Why couldn't a wizard attend a muggle medical school,
obtain a medical degree, and then practice magical medicine
on the sly within his conventional medical practice?
He could call it new-age reiki or ayurvedic medicine,
and no one would be the wiser.
His quick and
successful healing sessions would cause his reputation to
soar, he could command higher fees, get rich, then convert
some of that wealth back into galleons at Gringotts and
build a second palatial home in the wizarding world.
It's a win-win for him and the patients.
Arthur Weasley knew how to cast a
magical spell on a muggle car so that the car could drive
itself in The Chamber of Secrets.
Imagine if he setup a pizza delivery service in the
muggle world, but was spared the expenses of having to hire
drivers and insure them and their cars for deliveries,
instead using his magical driverless car?
Customers could order pizzas at magically low prices
which would be prepared and baked with wizardry instead of
wood-fire ovens and costly employees, and the pizzas would
be delivered mere seconds or minutes after they came out of
the magic oven.
Arthur Weasley gets rich, customers get amazing pizzas.
What's the harm?
Frankly, there just doesn't seem to be
enough space in the tiny wizarding world for every
graduating wizard and witch to secure a job in the native
economy.

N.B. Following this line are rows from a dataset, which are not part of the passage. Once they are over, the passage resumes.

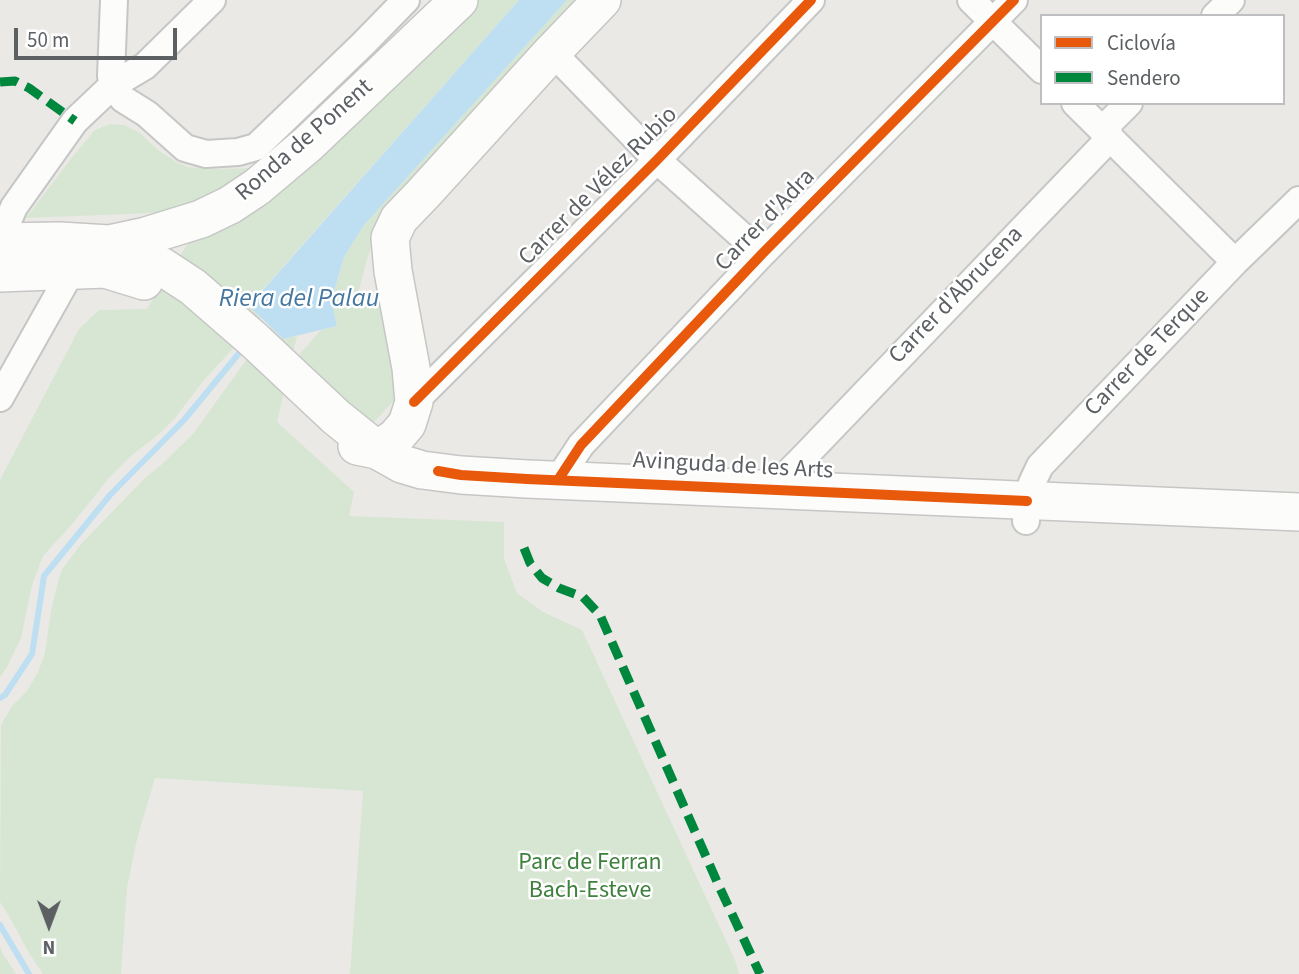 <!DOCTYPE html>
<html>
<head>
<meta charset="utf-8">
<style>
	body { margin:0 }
	#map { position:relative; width:1299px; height:974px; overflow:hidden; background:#ebe9e6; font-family:"Source Sans 3",sans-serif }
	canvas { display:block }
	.legend { position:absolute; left:1040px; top:14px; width:245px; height:91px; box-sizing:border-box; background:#fff; border:2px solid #bebfc1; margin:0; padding:9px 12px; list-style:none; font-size:21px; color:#5c6063 }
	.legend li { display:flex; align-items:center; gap:14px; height:35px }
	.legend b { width:35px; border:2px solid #bebfc1 }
	.north { position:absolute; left:14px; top:890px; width:70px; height:70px; -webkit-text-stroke:5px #fff; paint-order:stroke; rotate:180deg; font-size:19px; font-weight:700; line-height:28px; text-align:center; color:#5c6063 }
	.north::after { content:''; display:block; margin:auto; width:24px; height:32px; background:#5c6063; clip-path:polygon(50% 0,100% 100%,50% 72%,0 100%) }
	.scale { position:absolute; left:14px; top:28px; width:163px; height:32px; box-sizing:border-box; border:4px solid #5c6063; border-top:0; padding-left:9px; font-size:21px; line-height:24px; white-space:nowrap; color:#5c6063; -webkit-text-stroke:5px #fff; paint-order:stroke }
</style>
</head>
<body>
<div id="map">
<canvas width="1299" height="974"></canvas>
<ul class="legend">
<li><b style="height:9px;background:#e8590c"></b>Ciclovía</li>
<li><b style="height:9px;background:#00873e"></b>Sendero</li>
</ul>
<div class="north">N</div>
<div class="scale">50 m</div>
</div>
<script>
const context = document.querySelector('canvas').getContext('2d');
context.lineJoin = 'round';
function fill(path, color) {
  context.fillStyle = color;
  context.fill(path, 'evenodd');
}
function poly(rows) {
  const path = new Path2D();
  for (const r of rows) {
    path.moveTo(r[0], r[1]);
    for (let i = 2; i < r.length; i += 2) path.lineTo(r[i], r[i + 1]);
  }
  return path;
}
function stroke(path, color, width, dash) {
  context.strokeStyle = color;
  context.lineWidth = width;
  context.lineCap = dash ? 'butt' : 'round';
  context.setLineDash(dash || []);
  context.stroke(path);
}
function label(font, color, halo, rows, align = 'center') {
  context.font = font + ' "Source Sans 3",sans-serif';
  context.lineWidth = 5;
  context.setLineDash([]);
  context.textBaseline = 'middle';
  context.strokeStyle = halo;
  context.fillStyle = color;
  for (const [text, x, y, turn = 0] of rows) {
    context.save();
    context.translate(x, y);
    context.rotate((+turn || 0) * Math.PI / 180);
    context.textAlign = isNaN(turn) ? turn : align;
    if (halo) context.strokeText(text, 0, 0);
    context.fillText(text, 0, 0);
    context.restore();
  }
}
const green = poly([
	[474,0,519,0,249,305,261,318,204,380,175,418,159,434,132,455,109,478,73,523,43,556,32,585,21,638,7,667,0,677,0,480,79,329,99,310,147,309,190,240],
	[567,0,581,0,376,233,368,256,357,298,381,289,400,394,373,423,355,414,297,357,321,330,337,326,334,313,333,296,344,257,364,225],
	[110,124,124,125,140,133,158,150,178,163,188,167,213,169,257,168,245,188,156,226,153,213,26,218,73,156,95,130],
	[270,327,283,339,297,336,277,422,354,492,349,516,504,522,504,559,517,593,543,612,582,630,735,960,739,974,350,974,363,791,155,778,137,839,127,888,121,974,43,974,29,953,9,916,0,902,1,725,12,706,27,691,38,672,45,653,51,610,59,578,63,568,82,543,145,478,162,464,193,434],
	[0,947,3,954,16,974,0,974]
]);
const water = poly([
	[519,0,567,0,364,225,344,257,339,274,333,296,334,313,337,326,283,339,249,306]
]);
const stream = poly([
	[0,698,5,695,32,654,44,576,110,495,184,420,245,346],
	[0,925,29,974]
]);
const minor = poly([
	[114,0,111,76,113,85,123,99,147,114,185,148,206,154,238,152,256,147,363,44,406,0],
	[971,0,1042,70],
	[1215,16,1231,0],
	[552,52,657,160,762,254],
	[1075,103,1235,262],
	[10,241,8,221,14,207,75,121,113,85,145,66,212,0],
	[0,398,72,270,82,263],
	[414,402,657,160,811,0],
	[558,480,581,445,762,254,1014,0],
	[779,490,792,469,801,460,1110,138,1107,125,1129,103],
	[1026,521,1027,501,1032,483,1040,466,1235,262,1299,200]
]);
const secondary = poly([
	[0,242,60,241,109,244,161,266,193,287,254,340,336,417,377,450,402,464,422,470,461,475,527,479,1299,512],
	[109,244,146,236,201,219,230,205,257,187,308,144,459,0],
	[0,273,105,269,144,281],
	[357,446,377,450,395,438,407,424,414,402,411,368,393,271,390,238,399,219,423,194,552,52,602,0]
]);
const quiet = poly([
	[0,82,15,81,29,88,75,121],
	[524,548,530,563,542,578,559,588,583,597,600,615,718,884,760,974]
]);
const cycleway = poly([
	[414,402,657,160,811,0],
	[438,471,461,475,527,479,1027,501],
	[558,480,581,445,762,254,1014,0]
]);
const streetNames = [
	["Ronda de Ponent",305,141,-41],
	["Carrer de Vélez Rubio",599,187,-45],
	["Carrer d'Adra",766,221,-46],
	["Carrer d'Abrucena",957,296,-46],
	["Carrer de Terque",1148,353,-46],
	["Avinguda de les Arts",733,467,3]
];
const parkNames = [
	["Parc de Ferran",590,864],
	["Bach-Esteve",590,892]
];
const waterNames = [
	["Riera del Palau",299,300]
];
fill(green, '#d6e6d2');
fill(water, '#bedff2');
stroke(stream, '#bedff2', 6);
stroke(minor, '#c5c6c6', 30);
stroke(secondary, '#c5c6c5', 40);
stroke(minor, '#fcfcfb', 26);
stroke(secondary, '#fcfcfb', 37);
stroke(quiet, '#00873e', 9, [18, 9]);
stroke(cycleway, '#e8590c', 10);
label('24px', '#5c6063', '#fff', streetNames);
label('24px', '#3e813d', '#fff', parkNames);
label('italic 26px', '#4577a0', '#fff', waterNames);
</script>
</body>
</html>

Sounds
exactly like many an African economy of the past and the
American economy today.
How many aurors (parallel: lawyers), aspiring pro
league quidditch players (NBA basketball players, golf pros,
soccer stars), and Gringotts consultants (investment
bankers) does the world really need?
What if a wizard wants to pursue a more mundane
activity, like act on stage, work as a gay prostitute, or
write the next great novel?
To become noted in any of those vocations involves
magic, but a different kind of magic, one not taught at
Hogwarts and available to any mere mortal with the right
gifts or practice.
There are more and better opportunities for those
jobs and experiences in the muggle world.
Wizards and witches are still humans in
the end.
They age, mate, and die just like any human.
They can get fat from overeating and presumably
suffer from heart disease, diabetes, cancer, and other
debilitating diseases, although magical medical care may be
more successful in treating the ailment.
If I were a powerful wizard, I'd want the entire
world as my easel on which to draw, not two hundredths of a
percent of it.
Hogwarts has large fixed expenses.
Any serious drop in the wizarding fertility rate
means less future enrollees and subsequent tuition rises
well above the rate of galleon inflation.
Harry Potter's grandkids wouldn't be crazy to
consider enrolling in muggle community colleges instead and
attend magic classes at night school as Hogwarts gets
converted into a magical bed & breakfast.